(TASK DETAILS) For this exercise, transcribe all of the entries exactly.

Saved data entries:

------------------------------------

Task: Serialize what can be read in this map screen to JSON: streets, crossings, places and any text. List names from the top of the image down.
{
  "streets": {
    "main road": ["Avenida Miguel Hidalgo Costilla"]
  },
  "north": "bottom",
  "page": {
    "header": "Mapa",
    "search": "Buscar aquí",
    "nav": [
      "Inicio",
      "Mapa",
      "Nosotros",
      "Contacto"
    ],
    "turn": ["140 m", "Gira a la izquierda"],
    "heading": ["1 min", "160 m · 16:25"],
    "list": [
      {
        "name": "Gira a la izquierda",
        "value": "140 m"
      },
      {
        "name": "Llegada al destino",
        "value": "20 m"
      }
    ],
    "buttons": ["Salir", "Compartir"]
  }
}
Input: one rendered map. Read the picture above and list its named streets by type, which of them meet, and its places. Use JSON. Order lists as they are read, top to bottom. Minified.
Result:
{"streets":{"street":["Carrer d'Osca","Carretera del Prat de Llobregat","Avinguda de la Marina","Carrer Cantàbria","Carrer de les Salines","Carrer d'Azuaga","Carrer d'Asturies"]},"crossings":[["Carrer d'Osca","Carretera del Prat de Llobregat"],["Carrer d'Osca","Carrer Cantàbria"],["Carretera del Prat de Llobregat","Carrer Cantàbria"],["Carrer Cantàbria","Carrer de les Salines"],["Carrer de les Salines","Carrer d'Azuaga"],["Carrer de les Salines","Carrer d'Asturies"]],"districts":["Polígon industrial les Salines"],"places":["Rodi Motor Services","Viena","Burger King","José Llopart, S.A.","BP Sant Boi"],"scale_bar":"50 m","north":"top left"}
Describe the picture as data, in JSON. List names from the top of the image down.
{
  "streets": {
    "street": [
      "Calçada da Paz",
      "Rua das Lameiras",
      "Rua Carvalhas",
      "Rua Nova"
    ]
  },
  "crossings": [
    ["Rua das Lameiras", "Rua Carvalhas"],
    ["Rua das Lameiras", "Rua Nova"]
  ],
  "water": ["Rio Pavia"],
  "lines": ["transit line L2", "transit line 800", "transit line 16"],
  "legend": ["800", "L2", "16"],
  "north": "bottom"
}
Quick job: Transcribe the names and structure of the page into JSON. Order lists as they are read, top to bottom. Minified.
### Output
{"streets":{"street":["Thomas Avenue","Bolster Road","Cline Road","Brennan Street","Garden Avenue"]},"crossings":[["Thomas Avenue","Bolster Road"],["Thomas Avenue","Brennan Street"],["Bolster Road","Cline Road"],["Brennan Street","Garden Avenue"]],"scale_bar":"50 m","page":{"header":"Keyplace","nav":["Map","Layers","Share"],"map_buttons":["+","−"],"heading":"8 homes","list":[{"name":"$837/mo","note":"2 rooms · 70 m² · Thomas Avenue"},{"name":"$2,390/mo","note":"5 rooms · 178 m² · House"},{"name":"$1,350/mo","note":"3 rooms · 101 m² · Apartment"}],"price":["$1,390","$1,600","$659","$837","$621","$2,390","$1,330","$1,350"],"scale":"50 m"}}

------------------------------------

(OUTPUT OF THE TASK)
Task: Serialize what can be read in this map screen to JSON: streets, crossings, places and any text. List names from the top of the image down.
{
  "streets": {
    "main road": ["Avenida Miguel Hidalgo Costilla"]
  },
  "north": "bottom",
  "page": {
    "header": "Mapa",
    "search": "Buscar aquí",
    "nav": [
      "Inicio",
      "Mapa",
      "Nosotros",
      "Contacto"
    ],
    "turn": ["140 m", "Gira a la izquierda"],
    "heading": ["1 min", "160 m · 16:25"],
    "list": [
      {
        "name": "Gira a la izquierda",
        "value": "140 m"
      },
      {
        "name": "Llegada al destino",
        "value": "20 m"
      }
    ],
    "buttons": ["Salir", "Compartir"]
  }
}
Input: one rendered map. Read the picture above and list its named streets by type, which of them meet, and its places. Use JSON. Order lists as they are read, top to bottom. Minified.
Result:
{"streets":{"street":["Carrer d'Osca","Carretera del Prat de Llobregat","Avinguda de la Marina","Carrer Cantàbria","Carrer de les Salines","Carrer d'Azuaga","Carrer d'Asturies"]},"crossings":[["Carrer d'Osca","Carretera del Prat de Llobregat"],["Carrer d'Osca","Carrer Cantàbria"],["Carretera del Prat de Llobregat","Carrer Cantàbria"],["Carrer Cantàbria","Carrer de les Salines"],["Carrer de les Salines","Carrer d'Azuaga"],["Carrer de les Salines","Carrer d'Asturies"]],"districts":["Polígon industrial les Salines"],"places":["Rodi Motor Services","Viena","Burger King","José Llopart, S.A.","BP Sant Boi"],"scale_bar":"50 m","north":"top left"}
Describe the picture as data, in JSON. List names from the top of the image down.
{
  "streets": {
    "street": [
      "Calçada da Paz",
      "Rua das Lameiras",
      "Rua Carvalhas",
      "Rua Nova"
    ]
  },
  "crossings": [
    ["Rua das Lameiras", "Rua Carvalhas"],
    ["Rua das Lameiras", "Rua Nova"]
  ],
  "water": ["Rio Pavia"],
  "lines": ["transit line L2", "transit line 800", "transit line 16"],
  "legend": ["800", "L2", "16"],
  "north": "bottom"
}
Quick job: Transcribe the names and structure of the page into JSON. Order lists as they are read, top to bottom. Minified.
### Output
{"streets":{"street":["Thomas Avenue","Bolster Road","Cline Road","Brennan Street","Garden Avenue"]},"crossings":[["Thomas Avenue","Bolster Road"],["Thomas Avenue","Brennan Street"],["Bolster Road","Cline Road"],["Brennan Street","Garden Avenue"]],"scale_bar":"50 m","page":{"header":"Keyplace","nav":["Map","Layers","Share"],"map_buttons":["+","−"],"heading":"8 homes","list":[{"name":"$837/mo","note":"2 rooms · 70 m² · Thomas Avenue"},{"name":"$2,390/mo","note":"5 rooms · 178 m² · House"},{"name":"$1,350/mo","note":"3 rooms · 101 m² · Apartment"}],"price":["$1,390","$1,600","$659","$837","$621","$2,390","$1,330","$1,350"],"scale":"50 m"}}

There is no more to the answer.